Seasonal uplift patterns for 2008–2010. GPS sites are ordered by latitude, from south to north. Note change between KAGA (69.2°N) and RINK (71.9°N) with lower amplitude and lower variability uplift at the more northern sites.

3.2 Air Temperature Analysis

[20] Figure 6 shows time series of the two atmospheric parameters for the four meteorological stations closest to QAQ1, KULU, KELY, and THU3, the sites with the longest GPS time series. 2010 AMSAT at KELY was nearly 4°C above the 2000 – 2009 mean. For QAQ1, THU3, and KULU, the differences between the 2010 AMSAT and the means of their base periods are 2.8°C, 2.0°C, and 1.0°C, respectively (Table 1 and Figure 6a). CAPDD provides an index of surface melting duration, for comparison with the duration of uplift. In 2010, all four sites experienced a longer CAPDD compared to previous years, although the difference was small at THU3 in northwest Greenland (Table 1 and Figure 6b). For QAQ1, there was a dramatic increase in CAPDD for 2010 compared to earlier years. We also observe the expected latitudinal pattern in both atmospheric indices, with southern sites experiencing higher AMSAT and longer CAPDD compared to northern sites.

Figure 6.

(a) AMSAT (Annual mean surface air temperature). (b) CAPDD (Cumulative annual positive degree days) for the four GPS stations with longest observation record. Solid gray line represents the mean value of reference period.

3.3 Comparison to SMB

[21] We compare our GPS observation to SMB derived from RACMO2 [Ettema et al., 2009, 2010a, 2010b]. Figure 7 shows the difference between Greenland ice sheet SMB in the summertime (June to August) of 2010 and individual years of the previous decade. SMB in summer 2010 was more negative than previous years in Greenland's southern coastal areas, indicating significant surface mass loss at that time. However, the pattern in northwest Greenland is somewhat different. While coastal SMB was negative in both 2009 and 2010 (significant summer melting), it was somewhat less negative in 2010, so that the difference (2010–2009) is slightly positive (Figure 7).
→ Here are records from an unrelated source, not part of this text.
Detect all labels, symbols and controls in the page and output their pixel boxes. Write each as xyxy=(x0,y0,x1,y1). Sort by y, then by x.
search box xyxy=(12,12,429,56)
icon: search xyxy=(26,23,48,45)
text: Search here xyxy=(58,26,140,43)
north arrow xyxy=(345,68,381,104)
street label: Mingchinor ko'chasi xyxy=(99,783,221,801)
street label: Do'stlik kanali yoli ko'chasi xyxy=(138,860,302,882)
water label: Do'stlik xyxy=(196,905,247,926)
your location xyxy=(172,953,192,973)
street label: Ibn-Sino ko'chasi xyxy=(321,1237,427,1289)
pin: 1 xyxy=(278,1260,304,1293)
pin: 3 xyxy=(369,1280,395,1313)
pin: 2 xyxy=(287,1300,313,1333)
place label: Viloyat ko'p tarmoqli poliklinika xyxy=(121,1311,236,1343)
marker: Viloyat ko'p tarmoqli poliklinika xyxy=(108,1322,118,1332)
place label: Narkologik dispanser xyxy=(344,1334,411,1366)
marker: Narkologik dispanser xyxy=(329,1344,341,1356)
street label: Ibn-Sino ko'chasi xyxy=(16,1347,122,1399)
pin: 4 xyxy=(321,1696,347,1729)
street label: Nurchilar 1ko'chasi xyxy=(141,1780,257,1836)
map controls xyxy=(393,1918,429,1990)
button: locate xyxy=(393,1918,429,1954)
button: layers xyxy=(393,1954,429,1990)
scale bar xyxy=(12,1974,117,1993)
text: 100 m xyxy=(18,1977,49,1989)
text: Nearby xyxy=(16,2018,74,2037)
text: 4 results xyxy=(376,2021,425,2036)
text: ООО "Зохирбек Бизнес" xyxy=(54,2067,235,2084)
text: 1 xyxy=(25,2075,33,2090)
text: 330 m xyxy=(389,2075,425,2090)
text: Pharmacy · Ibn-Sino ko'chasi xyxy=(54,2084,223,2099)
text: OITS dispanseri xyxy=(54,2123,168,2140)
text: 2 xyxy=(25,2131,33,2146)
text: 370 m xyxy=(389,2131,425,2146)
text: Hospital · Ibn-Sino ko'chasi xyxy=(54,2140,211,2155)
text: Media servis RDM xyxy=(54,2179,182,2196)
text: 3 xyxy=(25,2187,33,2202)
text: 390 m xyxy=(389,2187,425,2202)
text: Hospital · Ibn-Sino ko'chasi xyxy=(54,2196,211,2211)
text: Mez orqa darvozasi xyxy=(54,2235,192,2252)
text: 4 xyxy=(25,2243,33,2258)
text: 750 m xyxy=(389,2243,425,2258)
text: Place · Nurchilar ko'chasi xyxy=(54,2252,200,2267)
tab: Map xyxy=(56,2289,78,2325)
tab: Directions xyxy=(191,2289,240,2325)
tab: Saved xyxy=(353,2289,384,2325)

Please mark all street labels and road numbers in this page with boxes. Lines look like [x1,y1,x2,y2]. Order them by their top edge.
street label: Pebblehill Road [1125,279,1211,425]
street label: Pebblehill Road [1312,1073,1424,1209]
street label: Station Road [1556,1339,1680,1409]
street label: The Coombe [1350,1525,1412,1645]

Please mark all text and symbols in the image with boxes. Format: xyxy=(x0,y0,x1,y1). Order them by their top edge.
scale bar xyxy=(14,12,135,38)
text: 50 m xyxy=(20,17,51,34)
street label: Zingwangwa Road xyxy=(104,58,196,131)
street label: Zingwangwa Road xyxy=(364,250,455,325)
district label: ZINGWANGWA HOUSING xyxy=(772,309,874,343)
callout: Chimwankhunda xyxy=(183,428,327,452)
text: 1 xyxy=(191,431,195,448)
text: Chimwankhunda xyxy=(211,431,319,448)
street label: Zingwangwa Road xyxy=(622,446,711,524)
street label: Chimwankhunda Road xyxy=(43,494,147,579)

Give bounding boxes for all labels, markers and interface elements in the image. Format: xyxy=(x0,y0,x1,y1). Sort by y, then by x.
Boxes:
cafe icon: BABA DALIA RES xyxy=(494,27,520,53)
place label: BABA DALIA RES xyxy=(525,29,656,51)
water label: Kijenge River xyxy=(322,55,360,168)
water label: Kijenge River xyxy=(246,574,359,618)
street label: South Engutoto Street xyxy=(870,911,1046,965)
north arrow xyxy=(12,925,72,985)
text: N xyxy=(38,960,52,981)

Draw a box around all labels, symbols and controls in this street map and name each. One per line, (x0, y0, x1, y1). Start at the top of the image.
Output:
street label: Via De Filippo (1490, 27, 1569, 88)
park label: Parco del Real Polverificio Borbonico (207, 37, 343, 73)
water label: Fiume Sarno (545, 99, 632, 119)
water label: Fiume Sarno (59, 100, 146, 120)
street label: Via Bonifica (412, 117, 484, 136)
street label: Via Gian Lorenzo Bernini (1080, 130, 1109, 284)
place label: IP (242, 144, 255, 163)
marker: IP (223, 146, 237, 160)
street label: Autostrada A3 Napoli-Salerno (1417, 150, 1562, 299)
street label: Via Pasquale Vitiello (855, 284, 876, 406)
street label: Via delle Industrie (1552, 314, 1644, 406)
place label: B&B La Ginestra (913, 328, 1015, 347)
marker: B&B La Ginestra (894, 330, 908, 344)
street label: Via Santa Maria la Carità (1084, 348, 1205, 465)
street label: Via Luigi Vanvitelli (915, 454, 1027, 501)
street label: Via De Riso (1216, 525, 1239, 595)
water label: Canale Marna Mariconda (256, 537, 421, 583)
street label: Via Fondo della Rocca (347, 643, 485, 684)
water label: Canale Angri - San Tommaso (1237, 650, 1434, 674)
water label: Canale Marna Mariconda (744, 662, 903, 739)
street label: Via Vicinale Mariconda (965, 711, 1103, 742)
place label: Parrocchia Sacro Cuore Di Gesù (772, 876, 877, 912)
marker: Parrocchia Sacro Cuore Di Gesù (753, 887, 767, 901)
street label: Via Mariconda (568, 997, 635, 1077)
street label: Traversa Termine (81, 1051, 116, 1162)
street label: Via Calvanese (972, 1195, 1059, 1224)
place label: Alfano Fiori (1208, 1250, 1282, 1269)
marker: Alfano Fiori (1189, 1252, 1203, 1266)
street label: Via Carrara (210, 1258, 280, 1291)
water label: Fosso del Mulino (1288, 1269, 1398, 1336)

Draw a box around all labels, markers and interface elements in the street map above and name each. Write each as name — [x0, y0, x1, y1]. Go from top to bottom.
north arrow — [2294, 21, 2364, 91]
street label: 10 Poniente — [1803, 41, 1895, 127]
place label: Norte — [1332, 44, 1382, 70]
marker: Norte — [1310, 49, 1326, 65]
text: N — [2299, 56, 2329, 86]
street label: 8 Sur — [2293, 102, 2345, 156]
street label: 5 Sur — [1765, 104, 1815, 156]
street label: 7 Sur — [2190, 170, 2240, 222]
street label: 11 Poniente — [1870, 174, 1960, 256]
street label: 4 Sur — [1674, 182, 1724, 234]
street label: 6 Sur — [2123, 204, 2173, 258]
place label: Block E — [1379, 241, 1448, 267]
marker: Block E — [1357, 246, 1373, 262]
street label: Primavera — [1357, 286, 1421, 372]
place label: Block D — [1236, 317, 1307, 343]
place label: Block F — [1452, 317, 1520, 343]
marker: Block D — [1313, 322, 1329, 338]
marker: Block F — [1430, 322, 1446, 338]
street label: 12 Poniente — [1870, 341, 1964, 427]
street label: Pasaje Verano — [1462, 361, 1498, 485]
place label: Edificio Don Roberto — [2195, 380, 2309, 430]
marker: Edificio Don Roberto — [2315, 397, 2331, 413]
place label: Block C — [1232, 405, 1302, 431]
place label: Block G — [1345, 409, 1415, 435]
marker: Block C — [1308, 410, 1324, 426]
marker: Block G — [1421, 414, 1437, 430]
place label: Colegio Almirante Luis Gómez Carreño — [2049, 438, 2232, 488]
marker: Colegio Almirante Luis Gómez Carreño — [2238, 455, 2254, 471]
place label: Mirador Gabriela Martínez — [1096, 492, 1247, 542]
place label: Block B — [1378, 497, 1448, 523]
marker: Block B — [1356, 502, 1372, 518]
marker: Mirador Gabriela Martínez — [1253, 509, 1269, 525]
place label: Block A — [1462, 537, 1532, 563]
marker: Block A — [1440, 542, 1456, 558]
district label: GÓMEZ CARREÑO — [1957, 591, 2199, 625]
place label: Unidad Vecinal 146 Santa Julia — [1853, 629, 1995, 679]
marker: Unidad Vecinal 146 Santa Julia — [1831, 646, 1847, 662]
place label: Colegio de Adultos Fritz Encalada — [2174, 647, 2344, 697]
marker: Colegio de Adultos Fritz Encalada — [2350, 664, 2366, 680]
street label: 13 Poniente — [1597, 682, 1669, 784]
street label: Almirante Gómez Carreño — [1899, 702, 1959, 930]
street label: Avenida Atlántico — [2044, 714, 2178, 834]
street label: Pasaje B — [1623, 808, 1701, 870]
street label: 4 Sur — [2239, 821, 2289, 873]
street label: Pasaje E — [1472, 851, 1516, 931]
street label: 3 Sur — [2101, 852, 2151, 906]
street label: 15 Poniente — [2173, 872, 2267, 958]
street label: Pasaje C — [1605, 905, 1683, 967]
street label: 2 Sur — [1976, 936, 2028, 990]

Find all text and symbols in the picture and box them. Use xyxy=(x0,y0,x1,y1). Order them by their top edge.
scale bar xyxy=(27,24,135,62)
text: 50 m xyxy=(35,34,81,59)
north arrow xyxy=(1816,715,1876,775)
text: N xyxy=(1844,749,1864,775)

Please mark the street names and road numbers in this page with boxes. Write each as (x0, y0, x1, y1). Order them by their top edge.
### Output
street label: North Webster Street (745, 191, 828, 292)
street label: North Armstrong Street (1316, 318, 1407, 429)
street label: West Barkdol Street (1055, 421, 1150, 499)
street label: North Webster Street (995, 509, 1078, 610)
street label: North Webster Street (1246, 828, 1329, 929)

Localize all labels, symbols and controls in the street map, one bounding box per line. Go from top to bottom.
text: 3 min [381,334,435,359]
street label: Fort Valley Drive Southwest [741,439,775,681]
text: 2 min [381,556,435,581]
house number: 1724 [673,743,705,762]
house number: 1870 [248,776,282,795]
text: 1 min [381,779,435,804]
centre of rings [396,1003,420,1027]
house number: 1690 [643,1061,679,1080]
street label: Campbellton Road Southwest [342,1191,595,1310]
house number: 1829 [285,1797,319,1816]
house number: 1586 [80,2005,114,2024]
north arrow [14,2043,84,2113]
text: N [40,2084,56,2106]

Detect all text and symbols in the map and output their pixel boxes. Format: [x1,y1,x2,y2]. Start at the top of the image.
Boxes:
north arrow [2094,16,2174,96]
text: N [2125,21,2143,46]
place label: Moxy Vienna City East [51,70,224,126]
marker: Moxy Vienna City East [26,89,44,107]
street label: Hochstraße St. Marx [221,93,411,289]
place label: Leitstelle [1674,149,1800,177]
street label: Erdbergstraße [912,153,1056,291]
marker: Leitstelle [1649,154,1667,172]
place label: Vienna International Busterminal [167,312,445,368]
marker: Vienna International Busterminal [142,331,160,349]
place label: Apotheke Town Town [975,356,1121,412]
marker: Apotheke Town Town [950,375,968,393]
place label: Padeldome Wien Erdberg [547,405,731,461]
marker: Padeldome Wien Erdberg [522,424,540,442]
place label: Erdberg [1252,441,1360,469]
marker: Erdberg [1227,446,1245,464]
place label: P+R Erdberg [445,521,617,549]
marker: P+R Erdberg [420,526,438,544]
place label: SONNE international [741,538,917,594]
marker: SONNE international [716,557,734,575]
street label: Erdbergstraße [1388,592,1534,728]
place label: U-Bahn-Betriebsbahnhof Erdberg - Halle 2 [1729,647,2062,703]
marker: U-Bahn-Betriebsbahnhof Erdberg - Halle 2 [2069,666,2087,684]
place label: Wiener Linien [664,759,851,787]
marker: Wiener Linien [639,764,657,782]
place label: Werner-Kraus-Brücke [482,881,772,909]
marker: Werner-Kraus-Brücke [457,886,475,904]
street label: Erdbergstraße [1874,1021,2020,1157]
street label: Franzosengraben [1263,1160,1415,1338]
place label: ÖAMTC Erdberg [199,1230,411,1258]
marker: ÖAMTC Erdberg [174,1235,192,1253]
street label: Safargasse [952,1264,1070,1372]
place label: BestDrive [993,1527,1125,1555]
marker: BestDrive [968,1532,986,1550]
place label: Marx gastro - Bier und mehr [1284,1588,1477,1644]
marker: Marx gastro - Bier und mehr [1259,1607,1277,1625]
GRACE data actually suggests slight mass gains in the interior [Bevis et al., 2012]. We see seasonal uplift at all northwest Greenland sites (Figure 5) while at site THU3, summer 2010 uplift is both high (Figure 3c) and intense (i.e., high rate, Figure 3d), which does not reconcile with the SMB model. Perhaps, oceanic forcing or dynamical changes (thinning from longer-term climate trends) are responsible for some of the coastal mass loss here, by definition not part of the SMB model, and not sensed by the lower spatial resolution of GRACE. These possibilities are discussed in more detail below.

Figure 7.

Difference of Surface Mass Balance (SMB model from RACMO2) in summertime (June to August) between 2010 and 20XX (XX = 00–09) for the Greenland region. Red color indicates that 2010 had a relatively negative SMB (more surface mass loss or less surface mass gain) compared to previous years, and blue color indicates that 2010 had a relatively positive SMB (less surface mass loss or more surface mass gain) compared to previous years.

3.4 Sub-Surface Ocean Temperature Analysis

[22] Figure 8 shows the differences between AMSSWT in 2010 and previous years (2000 to 2009) for Greenland's coastal areas. Sub-surface ocean temperature in 2010 is significantly higher than previous years near both southeast and southwest Greenland. However, northwest Greenland in 2010 does not experience this temperature anomaly. Figure 9 shows time series of AMSSWT obtained from voxels near respective GPS stations for the period 2000–2010. As in Figure 8, high temperature was observed in 2010 compared with the previous decade. In addition, the spatial variations of AMSSWT can be clearly seen: AMSSWT reaches its maximum in southeast Greenland and decreases to southwest Greenland, further decreasing in northwest Greenland.

Figure 8.

Difference of AMSSWT (Annual mean, sub-surface water temperature, depth range 5 m – 447 m) between 2010 and 20XX (XX = 00–09) for the Greenland region. Warmer colors indicate that 2010 was warmer the previous year at a given location.

Figure 9.

AMSSWT (Figure 8) for “voxels” (model volume elements) nearest a given GPS station. Warmer colors indicate southern latitudes, cooler colors indicate northern latitudes. Dashed color line represents 2000–2009 means. Note the pronounced 2010 anomaly for most locations, decreasing in intensity to the north.

3.5 Correlation Analysis

[23] We now investigate a series of correlations between uplift and atmospheric or oceanic parameters, in particular looking for short-term (several year) linear relations between forcing and response. Since glacier dynamics (a possible influence on coastal mass loss and uplift) can be highly non-linear, with response times exceeding decades, we may be able to infer its influence indirectly by investigating conditions where correlations between the simple forcing functions described here (atmospheric or ocean temperature) are not observed.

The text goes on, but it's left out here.